ACTIVITY
Find and return every line of the data that contains the word "setLineDash".
-- Opening Marker --
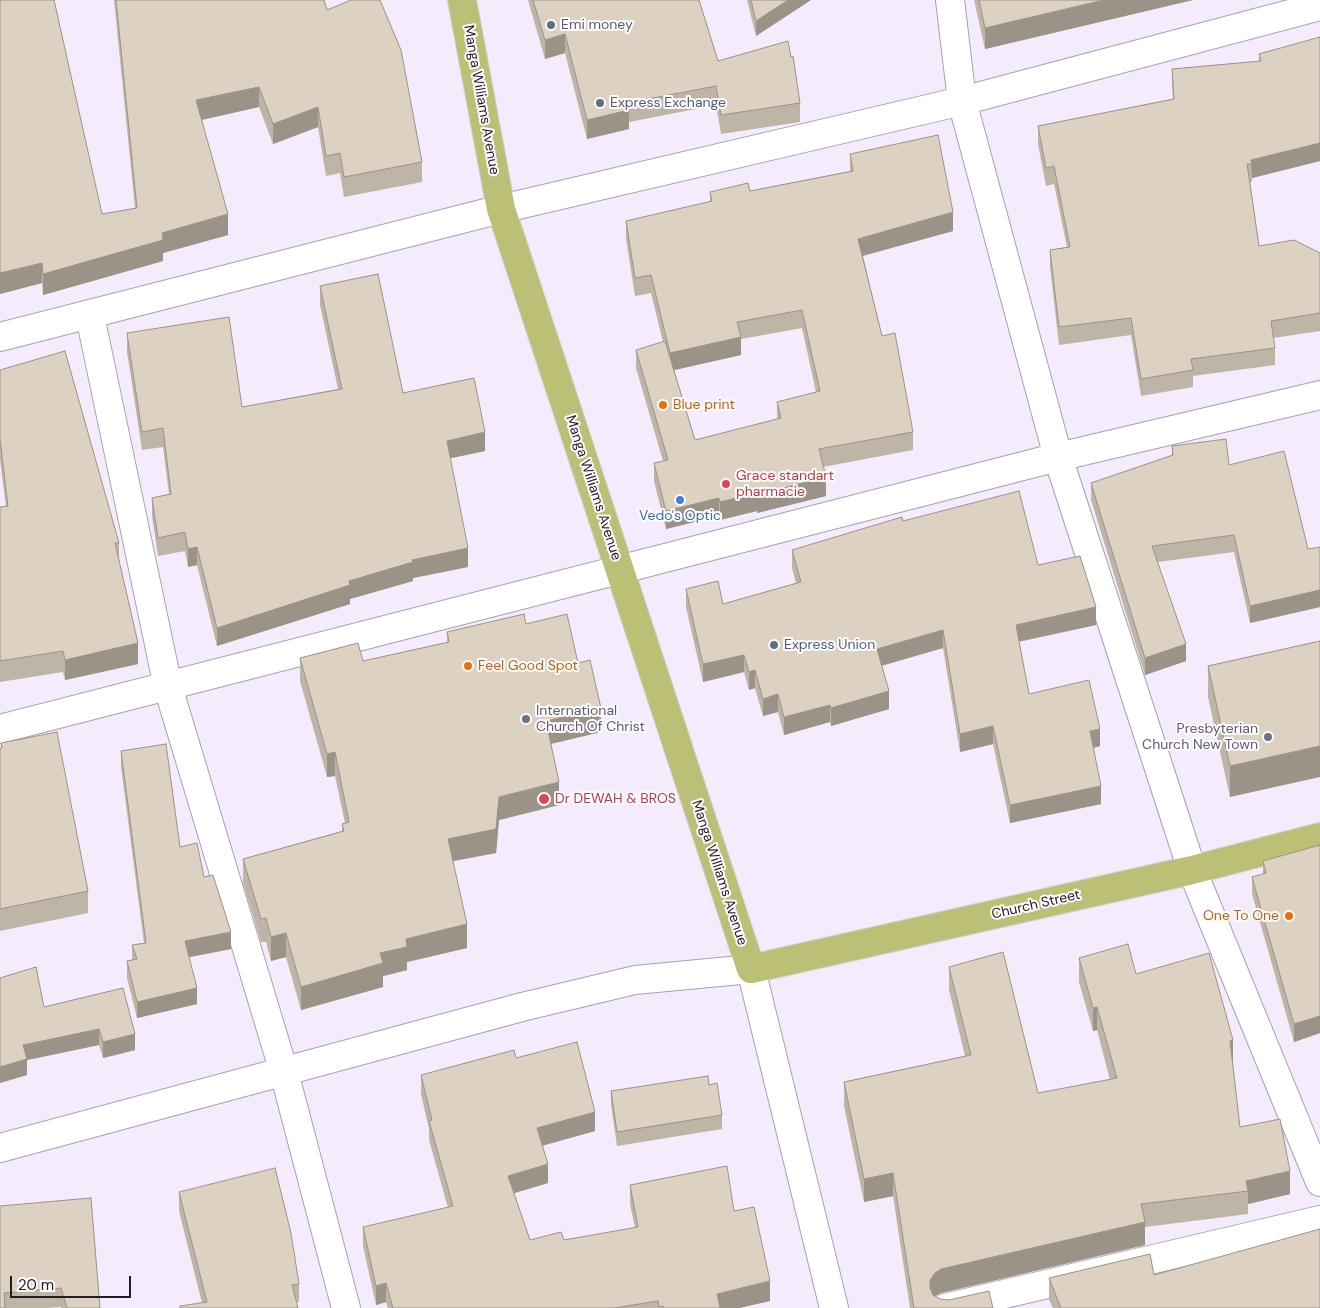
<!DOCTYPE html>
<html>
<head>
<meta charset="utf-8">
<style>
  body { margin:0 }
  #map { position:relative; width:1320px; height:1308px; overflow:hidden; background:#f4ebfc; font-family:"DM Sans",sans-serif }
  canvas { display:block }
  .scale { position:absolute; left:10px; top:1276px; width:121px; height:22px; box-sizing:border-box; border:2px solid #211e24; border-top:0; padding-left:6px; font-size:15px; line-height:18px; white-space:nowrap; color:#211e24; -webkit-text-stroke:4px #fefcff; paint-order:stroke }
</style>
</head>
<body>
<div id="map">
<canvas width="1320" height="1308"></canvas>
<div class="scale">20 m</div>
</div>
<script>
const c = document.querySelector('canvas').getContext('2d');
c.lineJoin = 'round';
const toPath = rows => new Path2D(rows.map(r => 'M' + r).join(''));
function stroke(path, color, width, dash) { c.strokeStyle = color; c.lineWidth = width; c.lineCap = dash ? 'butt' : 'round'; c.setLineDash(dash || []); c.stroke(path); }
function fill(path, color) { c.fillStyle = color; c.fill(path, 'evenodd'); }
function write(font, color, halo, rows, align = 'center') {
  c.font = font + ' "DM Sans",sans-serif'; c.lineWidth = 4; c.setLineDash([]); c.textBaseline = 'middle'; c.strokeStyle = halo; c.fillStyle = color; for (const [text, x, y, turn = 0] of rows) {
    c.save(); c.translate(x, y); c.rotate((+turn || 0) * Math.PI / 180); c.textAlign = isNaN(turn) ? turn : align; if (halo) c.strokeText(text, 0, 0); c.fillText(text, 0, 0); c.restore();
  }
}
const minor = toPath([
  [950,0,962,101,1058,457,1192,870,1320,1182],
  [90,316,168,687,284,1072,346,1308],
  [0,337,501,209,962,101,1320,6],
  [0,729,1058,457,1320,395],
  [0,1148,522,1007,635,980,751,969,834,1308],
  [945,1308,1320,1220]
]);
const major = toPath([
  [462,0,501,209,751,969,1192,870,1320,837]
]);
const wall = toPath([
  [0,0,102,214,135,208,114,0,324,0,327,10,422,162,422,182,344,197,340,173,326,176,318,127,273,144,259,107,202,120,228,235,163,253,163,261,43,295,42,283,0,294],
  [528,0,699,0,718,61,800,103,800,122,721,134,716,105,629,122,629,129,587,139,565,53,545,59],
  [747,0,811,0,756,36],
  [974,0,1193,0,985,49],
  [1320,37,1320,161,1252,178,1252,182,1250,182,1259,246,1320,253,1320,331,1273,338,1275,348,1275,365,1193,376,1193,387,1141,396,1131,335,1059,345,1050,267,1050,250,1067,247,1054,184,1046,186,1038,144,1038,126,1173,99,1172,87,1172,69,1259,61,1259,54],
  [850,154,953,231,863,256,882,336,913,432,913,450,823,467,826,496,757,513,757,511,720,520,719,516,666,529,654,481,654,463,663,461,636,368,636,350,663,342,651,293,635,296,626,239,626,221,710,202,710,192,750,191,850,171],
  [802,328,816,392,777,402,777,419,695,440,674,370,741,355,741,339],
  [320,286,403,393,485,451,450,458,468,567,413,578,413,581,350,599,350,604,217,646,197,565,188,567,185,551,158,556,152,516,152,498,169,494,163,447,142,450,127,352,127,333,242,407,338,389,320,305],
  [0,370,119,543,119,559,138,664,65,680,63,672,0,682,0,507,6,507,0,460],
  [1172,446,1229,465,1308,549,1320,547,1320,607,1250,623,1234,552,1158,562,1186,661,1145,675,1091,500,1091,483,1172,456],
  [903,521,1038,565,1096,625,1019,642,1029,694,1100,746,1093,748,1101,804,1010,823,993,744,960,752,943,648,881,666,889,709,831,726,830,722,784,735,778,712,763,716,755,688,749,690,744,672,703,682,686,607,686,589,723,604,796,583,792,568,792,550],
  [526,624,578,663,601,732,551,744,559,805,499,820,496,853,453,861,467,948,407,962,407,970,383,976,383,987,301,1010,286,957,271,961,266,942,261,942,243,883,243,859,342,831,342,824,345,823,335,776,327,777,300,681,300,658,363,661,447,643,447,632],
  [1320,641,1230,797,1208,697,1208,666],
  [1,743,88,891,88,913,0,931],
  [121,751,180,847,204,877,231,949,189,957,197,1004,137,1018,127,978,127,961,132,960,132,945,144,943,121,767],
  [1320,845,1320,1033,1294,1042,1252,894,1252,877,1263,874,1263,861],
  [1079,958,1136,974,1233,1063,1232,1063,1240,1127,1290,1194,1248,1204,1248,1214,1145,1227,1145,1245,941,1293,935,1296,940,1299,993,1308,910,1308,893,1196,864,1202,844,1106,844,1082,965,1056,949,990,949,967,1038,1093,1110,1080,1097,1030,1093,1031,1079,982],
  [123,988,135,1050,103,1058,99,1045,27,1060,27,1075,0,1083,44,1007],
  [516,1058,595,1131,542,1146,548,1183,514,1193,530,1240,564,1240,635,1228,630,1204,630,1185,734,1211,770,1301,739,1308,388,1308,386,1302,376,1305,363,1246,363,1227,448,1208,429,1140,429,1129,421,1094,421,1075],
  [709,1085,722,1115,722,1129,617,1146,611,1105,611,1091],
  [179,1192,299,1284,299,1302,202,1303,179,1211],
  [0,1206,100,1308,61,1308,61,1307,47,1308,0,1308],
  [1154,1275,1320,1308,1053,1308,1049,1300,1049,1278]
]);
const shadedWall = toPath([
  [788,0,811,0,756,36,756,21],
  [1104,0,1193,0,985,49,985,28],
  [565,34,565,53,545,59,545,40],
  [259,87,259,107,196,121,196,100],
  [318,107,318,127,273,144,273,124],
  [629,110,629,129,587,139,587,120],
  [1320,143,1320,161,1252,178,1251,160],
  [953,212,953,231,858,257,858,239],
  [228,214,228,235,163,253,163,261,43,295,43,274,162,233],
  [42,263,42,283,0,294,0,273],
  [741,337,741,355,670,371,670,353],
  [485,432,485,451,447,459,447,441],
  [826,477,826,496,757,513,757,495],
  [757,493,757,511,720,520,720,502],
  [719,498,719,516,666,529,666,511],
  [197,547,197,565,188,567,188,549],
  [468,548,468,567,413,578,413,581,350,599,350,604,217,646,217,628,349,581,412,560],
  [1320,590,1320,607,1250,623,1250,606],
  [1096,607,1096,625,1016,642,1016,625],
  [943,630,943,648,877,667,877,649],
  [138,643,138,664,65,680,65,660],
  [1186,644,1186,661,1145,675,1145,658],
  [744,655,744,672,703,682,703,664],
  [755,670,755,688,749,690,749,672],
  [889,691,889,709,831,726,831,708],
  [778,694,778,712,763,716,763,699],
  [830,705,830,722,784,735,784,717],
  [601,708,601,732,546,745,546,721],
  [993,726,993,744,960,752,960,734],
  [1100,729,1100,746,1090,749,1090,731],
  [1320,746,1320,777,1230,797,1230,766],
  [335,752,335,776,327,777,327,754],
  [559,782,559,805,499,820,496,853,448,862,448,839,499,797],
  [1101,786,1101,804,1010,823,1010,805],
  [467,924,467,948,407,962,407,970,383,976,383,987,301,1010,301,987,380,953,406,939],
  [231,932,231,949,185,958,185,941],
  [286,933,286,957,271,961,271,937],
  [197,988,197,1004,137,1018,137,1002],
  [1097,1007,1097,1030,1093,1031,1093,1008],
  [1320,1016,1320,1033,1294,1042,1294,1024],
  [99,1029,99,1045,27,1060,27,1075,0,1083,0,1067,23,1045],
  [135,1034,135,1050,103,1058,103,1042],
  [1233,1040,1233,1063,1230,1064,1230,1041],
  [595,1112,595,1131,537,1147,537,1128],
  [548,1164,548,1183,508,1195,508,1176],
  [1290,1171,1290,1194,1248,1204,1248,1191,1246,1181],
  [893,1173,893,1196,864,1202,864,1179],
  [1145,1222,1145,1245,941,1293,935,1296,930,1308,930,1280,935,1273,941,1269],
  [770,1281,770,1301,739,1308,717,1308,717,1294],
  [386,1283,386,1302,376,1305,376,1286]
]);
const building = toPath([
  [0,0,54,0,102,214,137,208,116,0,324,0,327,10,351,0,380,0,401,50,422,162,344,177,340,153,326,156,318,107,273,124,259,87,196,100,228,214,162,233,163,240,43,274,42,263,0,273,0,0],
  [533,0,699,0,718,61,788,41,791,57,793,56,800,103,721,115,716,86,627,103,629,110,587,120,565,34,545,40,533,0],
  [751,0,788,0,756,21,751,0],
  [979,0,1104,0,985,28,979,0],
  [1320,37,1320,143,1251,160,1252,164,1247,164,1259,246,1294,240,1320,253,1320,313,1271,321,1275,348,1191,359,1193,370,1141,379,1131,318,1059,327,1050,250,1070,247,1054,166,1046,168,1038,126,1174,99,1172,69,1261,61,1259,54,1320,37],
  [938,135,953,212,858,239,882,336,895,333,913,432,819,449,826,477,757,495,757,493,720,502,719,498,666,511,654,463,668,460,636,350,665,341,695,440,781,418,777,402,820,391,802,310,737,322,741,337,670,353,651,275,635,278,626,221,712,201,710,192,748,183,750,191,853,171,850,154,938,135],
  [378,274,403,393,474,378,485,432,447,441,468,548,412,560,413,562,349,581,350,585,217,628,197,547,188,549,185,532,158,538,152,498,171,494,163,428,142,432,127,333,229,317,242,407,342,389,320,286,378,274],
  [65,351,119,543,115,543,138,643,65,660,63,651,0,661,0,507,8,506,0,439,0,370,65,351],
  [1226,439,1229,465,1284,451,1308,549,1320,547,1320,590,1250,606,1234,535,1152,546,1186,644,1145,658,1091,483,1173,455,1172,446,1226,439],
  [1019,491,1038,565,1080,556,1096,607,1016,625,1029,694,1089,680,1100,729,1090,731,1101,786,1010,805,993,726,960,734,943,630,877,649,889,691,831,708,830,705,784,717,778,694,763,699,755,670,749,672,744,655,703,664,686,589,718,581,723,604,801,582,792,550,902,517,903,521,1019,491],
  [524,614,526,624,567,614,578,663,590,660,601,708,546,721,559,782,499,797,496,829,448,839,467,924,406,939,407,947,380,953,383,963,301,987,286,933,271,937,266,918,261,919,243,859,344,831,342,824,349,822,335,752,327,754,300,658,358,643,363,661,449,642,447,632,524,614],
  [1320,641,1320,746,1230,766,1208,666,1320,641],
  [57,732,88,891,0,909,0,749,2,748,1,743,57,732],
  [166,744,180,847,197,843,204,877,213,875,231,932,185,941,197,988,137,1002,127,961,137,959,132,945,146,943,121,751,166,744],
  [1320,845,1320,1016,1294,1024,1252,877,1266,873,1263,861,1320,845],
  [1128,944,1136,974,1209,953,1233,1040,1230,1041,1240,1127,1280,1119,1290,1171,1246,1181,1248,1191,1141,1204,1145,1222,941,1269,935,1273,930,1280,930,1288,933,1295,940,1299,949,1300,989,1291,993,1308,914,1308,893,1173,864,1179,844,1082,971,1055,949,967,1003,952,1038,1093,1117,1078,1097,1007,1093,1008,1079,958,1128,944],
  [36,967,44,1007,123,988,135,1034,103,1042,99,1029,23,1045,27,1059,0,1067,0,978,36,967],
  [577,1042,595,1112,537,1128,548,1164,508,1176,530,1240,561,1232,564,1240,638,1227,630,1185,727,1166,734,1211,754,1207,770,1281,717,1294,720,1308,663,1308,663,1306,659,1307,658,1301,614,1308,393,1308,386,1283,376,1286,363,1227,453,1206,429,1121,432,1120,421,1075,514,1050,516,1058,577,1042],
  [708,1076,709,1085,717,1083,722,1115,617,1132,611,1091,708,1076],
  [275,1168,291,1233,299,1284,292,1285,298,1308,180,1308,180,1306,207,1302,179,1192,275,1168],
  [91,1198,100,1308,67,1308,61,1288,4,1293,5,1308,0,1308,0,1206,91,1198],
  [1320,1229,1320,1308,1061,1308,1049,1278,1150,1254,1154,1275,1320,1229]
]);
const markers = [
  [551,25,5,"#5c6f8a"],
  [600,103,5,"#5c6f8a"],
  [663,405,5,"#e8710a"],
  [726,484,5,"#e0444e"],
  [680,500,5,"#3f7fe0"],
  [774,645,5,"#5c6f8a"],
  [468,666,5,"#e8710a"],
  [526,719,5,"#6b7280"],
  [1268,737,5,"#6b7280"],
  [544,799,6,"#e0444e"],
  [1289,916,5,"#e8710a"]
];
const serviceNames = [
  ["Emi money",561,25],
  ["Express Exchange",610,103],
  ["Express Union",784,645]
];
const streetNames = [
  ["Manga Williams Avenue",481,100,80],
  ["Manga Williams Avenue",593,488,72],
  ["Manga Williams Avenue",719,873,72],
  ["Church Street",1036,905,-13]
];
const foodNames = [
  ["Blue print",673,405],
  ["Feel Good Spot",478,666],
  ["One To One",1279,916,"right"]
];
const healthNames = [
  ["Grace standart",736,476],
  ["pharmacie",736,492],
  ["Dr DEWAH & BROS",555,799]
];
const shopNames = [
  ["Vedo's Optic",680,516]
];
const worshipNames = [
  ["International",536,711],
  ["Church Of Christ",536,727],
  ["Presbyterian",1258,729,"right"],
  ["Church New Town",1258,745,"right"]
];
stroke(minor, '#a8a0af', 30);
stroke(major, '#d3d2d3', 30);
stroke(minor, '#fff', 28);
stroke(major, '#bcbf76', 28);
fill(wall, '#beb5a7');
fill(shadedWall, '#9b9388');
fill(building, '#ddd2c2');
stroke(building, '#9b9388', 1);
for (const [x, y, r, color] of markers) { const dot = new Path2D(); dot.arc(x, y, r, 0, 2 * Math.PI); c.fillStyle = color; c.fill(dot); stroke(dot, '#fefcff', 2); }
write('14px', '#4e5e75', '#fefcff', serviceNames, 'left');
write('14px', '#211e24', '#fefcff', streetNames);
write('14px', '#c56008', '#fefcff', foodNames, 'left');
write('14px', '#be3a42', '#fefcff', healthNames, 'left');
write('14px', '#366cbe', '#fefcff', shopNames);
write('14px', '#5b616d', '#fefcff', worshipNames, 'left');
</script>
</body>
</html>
-- Closing Marker --
REPLY TO THE EXERCISE
function stroke(path, color, width, dash) { c.strokeStyle = color; c.lineWidth = width; c.lineCap = dash ? 'butt' : 'round'; c.setLineDash(dash || []); c.stroke(path); }
  c.font = font + ' "DM Sans",sans-serif'; c.lineWidth = 4; c.setLineDash([]); c.textBaseline = 'middle'; c.strokeStyle = halo; c.fillStyle = color; for (const [text, x, y, turn = 0] of rows) {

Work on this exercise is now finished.